Preeclampsia (PE) is one of the most common and serious documented gestational complications, and it is threatening the mother and the fetus, which is a notable burden on healthcare systems. Aldehyde dehydrogenase 1A1 (ALDH1A1), a cytosolic enzyme, shows vital physiological and pathophysiological functions in many areas. In the majority of cancer types, obesity-associated protein (FTO) is upregulated and exhibits an essential tumor-promoting role. We speculate that FTO and ALDH1A1 may play a significant role in the pathogenesis of PE by affecting the trophoblast cell biological behaviors. We analyzed differential expression genes (DEGs) in PE and non-PE groups in the GSE234726 dataset. The reverse-transcription quantitative polymerase chain reaction (qRT-PCR) and western blot assay were performed to test the mRNA and protein levels. The cell proliferation and apoptosis were examined using 5-Ethynyl-2'-deoxyuridine (EdU) and flow cytometry. The cell migration was investigated by wound healing assay and transwell assay. The ability of angiogenesis was tested by angiogenesis assay. The Spearman's rank correlation coefficient was used to analyze the correlation between ALDH1A1 expression and FTO expression. The m6A methylation site of ALDH1A1 mRNA was predicted using SRAMP website. The RNA immunoprecipitation (RIP) and m6A RNA immunoprecipitation (MeRIP) assay were performed to examine the binding relationship between ALDH1A1 and FTO. In PE, ALDH1A1 level is decreased. Silencing ALDH1A1 suppressed cell proliferation, migration, and angiogenesis and induced cell apoptosis. ALDH1A1 knockdown inhibited the expression of cyclin D1, anti-matrix metalloproteinase 9 (MMP9), and vascular endothelial growth factor (VEGF) and facilitated c-casp3 levels. The FTO expression was increased in PE placentas. Besides, the ALDH1A1 expression was negatively correlated with FTO levels, and FTO could target ALDH1A1. Mechanically, FTO repressed the biological behaviors of HTR-8/SVneo cells via ALDH1A1 down-regulation. FTO retards the HTR-8/SVneo cell biological function through knockdown of ALDH1A1. These results suggest that FTO and ALDH1A1 may play an important role in the pathogenesis of PE.

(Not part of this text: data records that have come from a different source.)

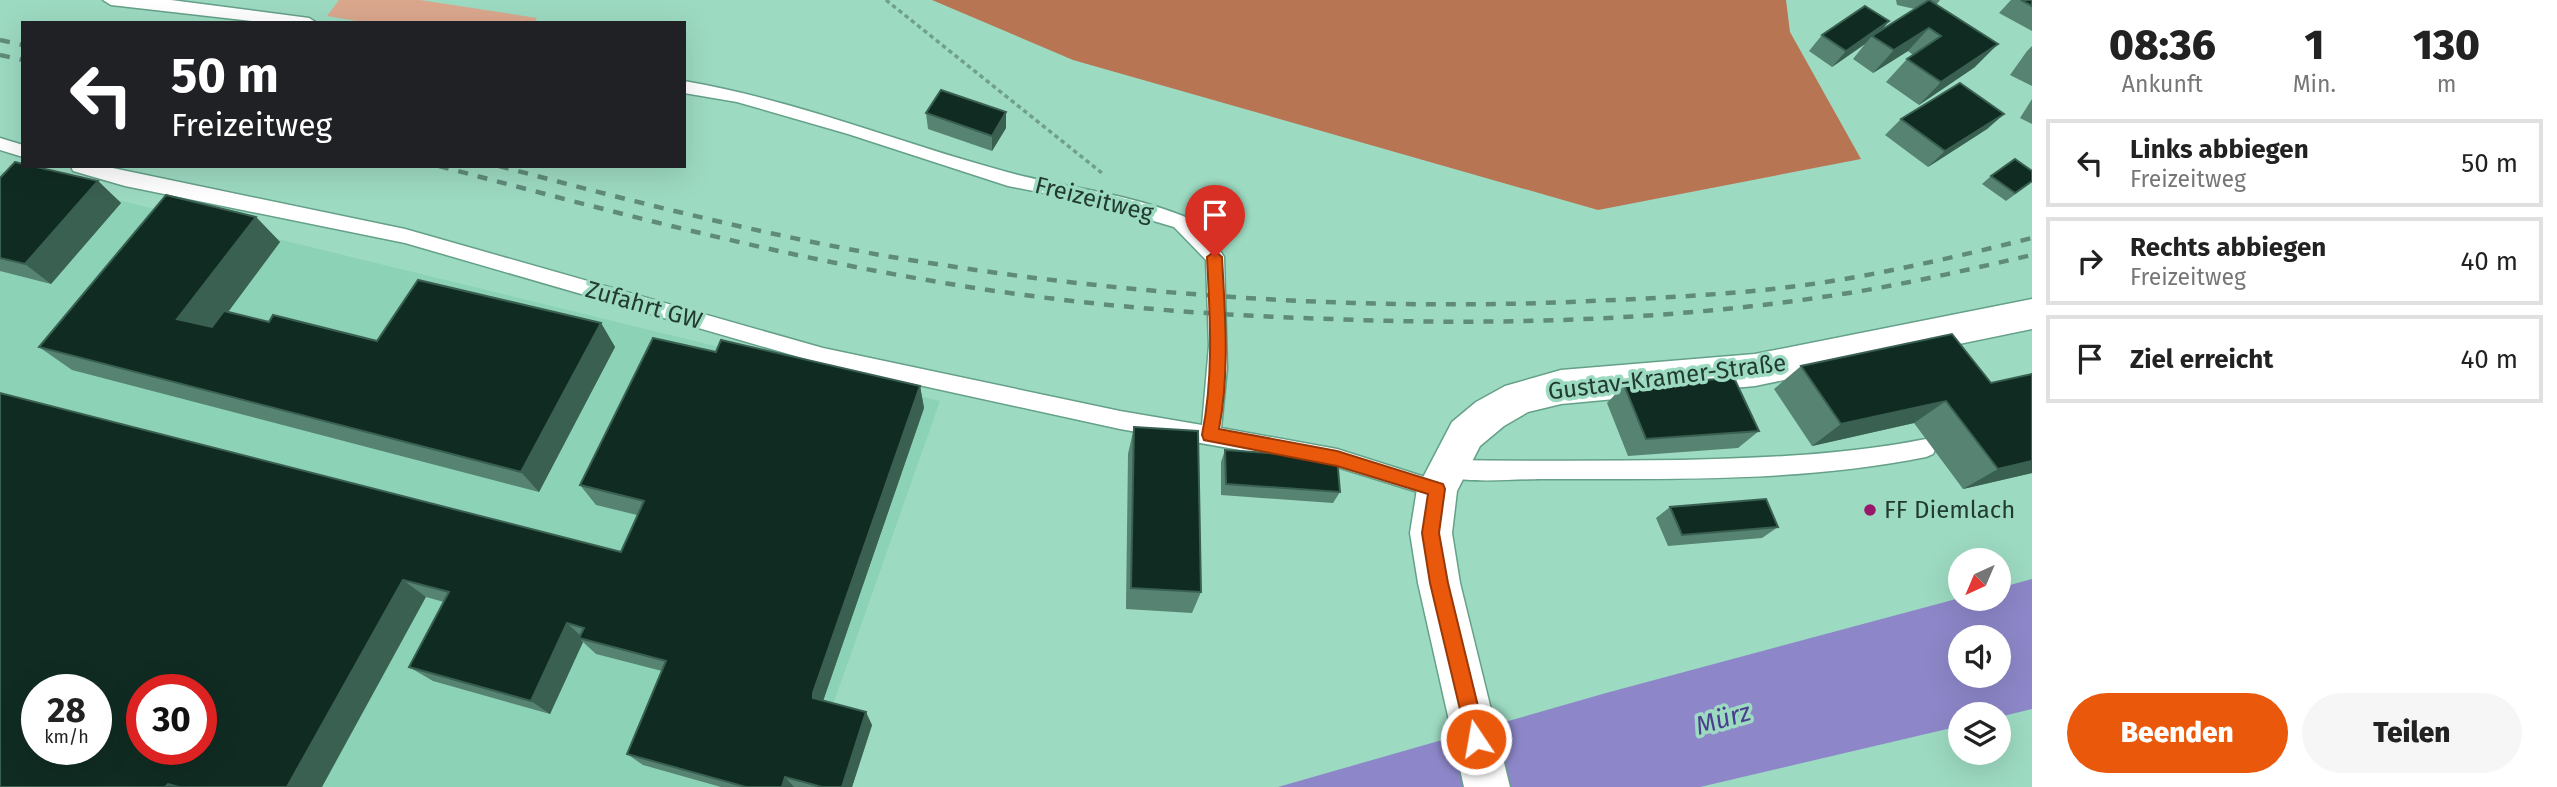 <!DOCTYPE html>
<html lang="de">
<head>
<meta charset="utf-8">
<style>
	:root { --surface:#fff; --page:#f6f6f6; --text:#222; --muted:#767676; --line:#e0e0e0; --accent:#ea580c }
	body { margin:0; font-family:"Fira Sans",sans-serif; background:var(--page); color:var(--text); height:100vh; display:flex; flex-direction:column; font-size:26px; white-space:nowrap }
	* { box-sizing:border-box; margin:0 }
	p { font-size:23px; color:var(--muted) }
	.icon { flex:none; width:38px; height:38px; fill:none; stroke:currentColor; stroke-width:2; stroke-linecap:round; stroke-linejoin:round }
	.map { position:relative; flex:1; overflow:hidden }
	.sheet { display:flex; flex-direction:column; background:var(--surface); width:525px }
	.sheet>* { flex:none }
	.banner { position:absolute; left:21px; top:21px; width:665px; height:147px; border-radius:0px; box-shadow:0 7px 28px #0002; background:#202124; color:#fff; overflow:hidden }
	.needle { width:46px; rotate:224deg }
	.controls { position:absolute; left:1948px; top:548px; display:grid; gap:14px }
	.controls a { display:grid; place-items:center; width:63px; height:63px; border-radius:50%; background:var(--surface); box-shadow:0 7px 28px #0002; font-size:35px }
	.speed { position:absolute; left:21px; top:674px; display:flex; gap:14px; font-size:35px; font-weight:700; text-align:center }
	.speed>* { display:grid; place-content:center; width:91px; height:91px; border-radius:50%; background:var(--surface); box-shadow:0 7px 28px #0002; line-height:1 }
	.speed small { font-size:18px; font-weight:400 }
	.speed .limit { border:10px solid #d22; background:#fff; color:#111 }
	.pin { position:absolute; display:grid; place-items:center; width:60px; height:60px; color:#fff; margin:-72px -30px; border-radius:50% 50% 50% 0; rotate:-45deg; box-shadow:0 0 7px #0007 }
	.pin .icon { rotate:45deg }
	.me { position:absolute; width:77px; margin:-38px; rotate:348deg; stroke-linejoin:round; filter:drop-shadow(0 0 5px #0008) }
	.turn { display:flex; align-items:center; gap:24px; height:147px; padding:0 35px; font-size:32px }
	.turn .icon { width:91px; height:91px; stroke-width:2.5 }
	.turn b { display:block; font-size:49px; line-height:60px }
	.eta { display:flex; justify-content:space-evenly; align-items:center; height:119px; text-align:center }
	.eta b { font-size:42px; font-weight:800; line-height:49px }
	.cta { display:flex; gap:14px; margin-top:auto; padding:14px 35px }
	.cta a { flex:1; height:80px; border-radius:42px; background:var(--accent); color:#fff; font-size:28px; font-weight:800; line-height:80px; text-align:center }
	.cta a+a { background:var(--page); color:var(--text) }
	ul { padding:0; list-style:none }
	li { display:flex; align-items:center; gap:21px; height:88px; margin:0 14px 10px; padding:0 21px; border:4px solid var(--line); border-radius:0px }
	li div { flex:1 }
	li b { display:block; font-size:26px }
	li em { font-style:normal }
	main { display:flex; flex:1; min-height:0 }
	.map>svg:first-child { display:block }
	.built { fill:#8cd2b6; fill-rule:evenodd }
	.green { fill:#daa78d }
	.forest { fill:#b87553 }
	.water { fill:#8d87c9; fill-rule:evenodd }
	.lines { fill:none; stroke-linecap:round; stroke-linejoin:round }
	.lane-casing { stroke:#65a089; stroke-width:3 }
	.street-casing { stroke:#65a089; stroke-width:3 }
	.path { stroke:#70a08d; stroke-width:3.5; stroke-dasharray:4.5 3.5; stroke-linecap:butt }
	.lane { fill:#fff; fill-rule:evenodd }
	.street { fill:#fff; fill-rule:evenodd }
	.rail { stroke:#608b7a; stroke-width:4.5; stroke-dasharray:10 10; stroke-linecap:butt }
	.wall { fill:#568372 }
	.shaded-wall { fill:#3a6052 }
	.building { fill:#102c22; stroke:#3a6052; stroke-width:2; fill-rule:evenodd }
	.route { fill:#ea580c; stroke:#983908; stroke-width:2 }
	.poi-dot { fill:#9a166b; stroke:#9ddac2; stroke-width:2.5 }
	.labels { text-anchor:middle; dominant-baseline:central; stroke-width:7; stroke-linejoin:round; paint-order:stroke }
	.street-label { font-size:24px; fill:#223b31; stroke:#9ddac2 }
	.poi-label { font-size:24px; fill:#223b31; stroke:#9ddac2; text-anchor:start }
	.water-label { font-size:26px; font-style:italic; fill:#4c3e8e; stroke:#9ddac2 }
</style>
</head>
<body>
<main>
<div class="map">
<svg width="2032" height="787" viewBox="0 0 2032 787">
	<rect width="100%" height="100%" fill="#9ddac2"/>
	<path class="built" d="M0,171L940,401L804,787H0ZM37,690H96V749H37ZM142,690H201V749H142Z"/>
	<path class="green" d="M339,0H420L537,18L534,23H369L327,16Z"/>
	<path class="forest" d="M932,0H1786L1790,32L1861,159L1598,210L1073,60Z"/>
	<path class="water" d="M2032,579V709L1999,717L1998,714H1960V726L1700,787H1278L1606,693L1960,598H1998L1999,588ZM1960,637H1998V676H1960Z"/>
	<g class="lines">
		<defs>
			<path id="lane" d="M103,0H171L309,18L317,23H269L111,5Z
				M684,81C796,100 899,143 1007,172C1065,188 1127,193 1183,216C1193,220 1219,247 1224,257L1227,368L1221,428L1337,449L1444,483L1447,489L1444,495L1437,498L1337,467L1120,429L823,364L405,243L125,186L73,171L71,166H103L405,229L823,348L1120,411L1202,425L1209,346L1206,260L1174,227L1089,202L1008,186L848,134L737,102L684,93Z
				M0,138L23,145V157L0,150Z
				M1926,439L1933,442L1936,448L1933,454L1926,457C1801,482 1670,479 1542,479C1516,479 1463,484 1441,475L1438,469L1441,463L1448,460C1526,461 1604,461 1682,460C1764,458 1845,455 1926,439Z"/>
			<path id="street" d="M2032,299V329L1755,386L1561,404L1528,412L1504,426L1480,446L1457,491L1452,533L1460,583L1510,787H1464L1418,583L1410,533L1417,489L1452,422L1476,402L1505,386L1561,370L1755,354Z"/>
		</defs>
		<use href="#lane" class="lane-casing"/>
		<use href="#street" class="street-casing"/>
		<path class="path" d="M886,0L1102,173"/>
		<use href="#lane" class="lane"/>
		<use href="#street" class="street"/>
		<path class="rail" d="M0,40L23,45
			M0,55L23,60
			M439,166C598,208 758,251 921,279C1056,303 1194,315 1332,319C1505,326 1679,320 1849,293C1911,283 1971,269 2032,255
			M499,166C627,200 756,233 886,256C1112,294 1341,311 1570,302C1655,298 1741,295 1826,282C1896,271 1964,255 2032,238"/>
	</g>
	<path class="wall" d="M1896,0H1940L1936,5L1975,67L1919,105L1886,82L1907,59L1913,55L1908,51L1873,73L1853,59L1865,44L1832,67L1809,51L1822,35L1889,21L1882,30L1915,9L1897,5Z
		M2011,0H2032V31L1999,13Z
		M2032,46V86L2010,75L2027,51Z
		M2032,99V124L2020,118Z
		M926,113L1006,128L992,151L928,129Z
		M2004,114L1987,129L1928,167L1885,135L1901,119Z
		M1991,176L2032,182L2006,201L1982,184Z
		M0,178L98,181L121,203L51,284L0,271Z
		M256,217L280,242L228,312L269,322L377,341L601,323L615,347L539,492L72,370L39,347Z
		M716,352L920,386L924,408L823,701L872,725L852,787H721L643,765L627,754L662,671L596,654L583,642L550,714L433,681L409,667L444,602L426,597L0,393L621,552L637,515L596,505L580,485Z
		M1801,366L1991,383L2032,374V473L1963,489L1914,423L1812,446L1774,389Z
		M1624,385L1759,431L1738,448L1628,456L1607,403Z
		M1134,427L1201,592L1192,613L1126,609L1128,454Z
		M1225,450L1340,492L1333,503L1221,495V462Z
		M1670,507L1778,527L1762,538L1668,546L1656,518Z"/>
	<path class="shaded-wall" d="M1889,21L1875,38L1872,36L1865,44L1832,67L1846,51Z
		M1929,28L1908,51L1873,73L1894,50Z
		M1998,44L1975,67L1919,105L1941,82Z
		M1006,112V128L992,151V136Z
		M2004,114L1987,129L1928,167L1945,151Z
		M98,181L121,203L51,284L25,264Z
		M256,217L280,242L205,343L177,319Z
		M601,323L615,347L539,492L521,472Z
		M920,386L924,408L821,707L813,698V693Z
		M1946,401L1914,423L1812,446L1841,424Z
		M2032,461V473L1963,489L1998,469Z
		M403,580L426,597L322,787H287Z
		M567,623L584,639L579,638L583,642L550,714L531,701Z
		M866,712L872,725L852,787H842Z
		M785,777L794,787H782Z
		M168,784L179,787H165Z"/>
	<path class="building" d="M1929,0L1998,44L1941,82L1907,59L1941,36L1929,28L1894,50L1872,36Z
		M2021,0H2032V6Z
		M1865,6L1889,21L1846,51L1822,35Z
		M1960,83L2004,114L1945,151L1901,119Z
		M941,90L1006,112L992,136L926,113Z
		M2015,159L2032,171V181L2015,193L1991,176Z
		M15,162L23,164V166H32L98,181L25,264L0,258V178Z
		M166,195L256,217L177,319L212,327L224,311L269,322L273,315L377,341L418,280L601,323L521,472L39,347Z
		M1952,334L1991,383L2032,374V461L1998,469L1946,401L1841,424L1801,366Z
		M653,338L716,352L721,340L920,386L813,693V698L866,712L842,787H822L785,777L782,787H746L627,754L666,661L579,638L584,628L567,623L531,701L409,667L449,592L403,580L287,787H179L168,784L165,787H0V393L621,552L644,501L580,485ZM37,690H96V749H37ZM142,690H201V749H142Z
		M1734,378L1759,431L1646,439L1624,385Z
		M1134,427L1198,431L1201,592L1131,588Z
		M1225,450L1337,458L1340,492L1226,484Z
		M1766,499L1778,527L1682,535L1670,507Z"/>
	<path class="route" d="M1215,251L1222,257C1225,315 1230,371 1219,429L1337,451L1443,484L1445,489L1439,533L1448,583L1486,739L1483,746L1476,748L1469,746L1467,739L1430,583L1422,533L1428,494L1337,466L1204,440L1202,435C1214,375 1210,317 1207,257Z"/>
	<circle class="poi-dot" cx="1870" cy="510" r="7"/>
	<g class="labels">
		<g class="street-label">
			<text transform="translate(1094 199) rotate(14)">Freizeitweg</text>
			<text transform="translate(644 305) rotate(16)">Zufahrt GW</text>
			<text transform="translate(1667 377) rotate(-7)">Gustav-Kramer-Straße</text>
		</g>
		<g class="poi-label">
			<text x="1884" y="510">FF Diemlach</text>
		</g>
		<g class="water-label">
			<text transform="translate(1723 719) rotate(-16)">Mürz</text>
		</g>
	</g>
</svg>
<div class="controls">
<a><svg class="needle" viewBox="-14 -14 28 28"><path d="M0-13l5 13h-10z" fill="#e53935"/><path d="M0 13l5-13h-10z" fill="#767676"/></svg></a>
<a><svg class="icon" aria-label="sound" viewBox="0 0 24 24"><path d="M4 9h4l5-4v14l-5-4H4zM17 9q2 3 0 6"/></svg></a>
<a><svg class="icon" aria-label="layers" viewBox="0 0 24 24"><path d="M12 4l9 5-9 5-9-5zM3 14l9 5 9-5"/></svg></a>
</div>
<div class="speed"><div>28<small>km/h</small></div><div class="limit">30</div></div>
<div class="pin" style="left:1215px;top:257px;background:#d93025"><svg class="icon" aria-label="arrive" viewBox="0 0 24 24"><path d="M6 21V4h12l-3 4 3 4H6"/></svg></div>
<svg class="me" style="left:1476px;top:739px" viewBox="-20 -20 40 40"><circle r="17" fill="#ea580c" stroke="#fff" stroke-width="3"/><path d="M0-11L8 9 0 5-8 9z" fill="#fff"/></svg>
<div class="banner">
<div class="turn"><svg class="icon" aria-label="left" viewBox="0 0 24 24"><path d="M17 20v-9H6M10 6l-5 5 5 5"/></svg><div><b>50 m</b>Freizeitweg</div></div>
</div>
</div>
<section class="sheet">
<div class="eta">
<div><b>08:36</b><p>Ankunft</p></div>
<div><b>1</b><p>Min.</p></div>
<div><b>130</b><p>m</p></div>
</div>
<ul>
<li><svg class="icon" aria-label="left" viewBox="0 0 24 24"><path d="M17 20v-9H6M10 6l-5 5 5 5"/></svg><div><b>Links abbiegen</b><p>Freizeitweg</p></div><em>50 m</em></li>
<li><svg class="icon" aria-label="right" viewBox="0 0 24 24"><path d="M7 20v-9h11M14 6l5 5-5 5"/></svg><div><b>Rechts abbiegen</b><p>Freizeitweg</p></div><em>40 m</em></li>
<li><svg class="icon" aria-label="arrive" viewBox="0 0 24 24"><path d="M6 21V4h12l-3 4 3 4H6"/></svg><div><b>Ziel erreicht</b></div><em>40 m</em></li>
</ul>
<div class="cta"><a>Beenden</a><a>Teilen</a></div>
</section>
</main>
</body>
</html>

子痫前期(PE)是最常见且有文献记载的严重妊娠并发症之一,它威胁着母亲和胎儿,给医疗系统带来了显著负担。醛脱氢酶1A1(ALDH1A1)是一种胞质酶,在许多领域发挥着重要的生理和病理生理功能。在大多数癌症类型中,肥胖相关蛋白(FTO)上调并发挥重要的肿瘤促进作用。我们推测FTO和ALDH1A1可能通过影响滋养层细胞生物学行为在PE发病机制中发挥重要作用。我们分析了GSE234726数据集中PE组和非PE组的差异表达基因(DEG)。进行逆转录定量聚合酶链反应(qRT-PCR)和蛋白质免疫印迹分析以检测mRNA和蛋白质水平。使用5-乙炔基-2'-脱氧尿苷(EdU)和流式细胞术检测细胞增殖和凋亡。通过伤口愈合试验和Transwell试验研究细胞迁移。通过血管生成试验测试血管生成能力。使用Spearman等级相关系数分析ALDH1A1表达与FTO表达之间的相关性。使用SRAMP网站预测ALDH1A1 mRNA的m6A甲基化位点。进行RNA免疫沉淀(RIP)和m6A RNA免疫沉淀(MeRIP)试验以检测ALDH1A1与FTO之间的结合关系。在PE中,ALDH1A1水平降低。沉默ALDH1A1可抑制细胞增殖、迁移和血管生成并诱导细胞凋亡。敲低ALDH1A1可抑制细胞周期蛋白D1、抗基质金属蛋白酶9(MMP9)和血管内皮生长因子(VEGF)的表达并促进c-casp3水平。PE胎盘组织中FTO表达增加。此外,ALDH1A1表达与FTO水平呈负相关,且FTO可靶向ALDH1A1。从机制上讲,FTO通过下调ALDH1A1抑制HTR-8/SVneo细胞的生物学行为。FTO通过敲低ALDH1A1延缓HTR-8/SVneo细胞生物学功能。这些结果表明FTO和ALDH1A1可能在PE发病机制中起重要作用。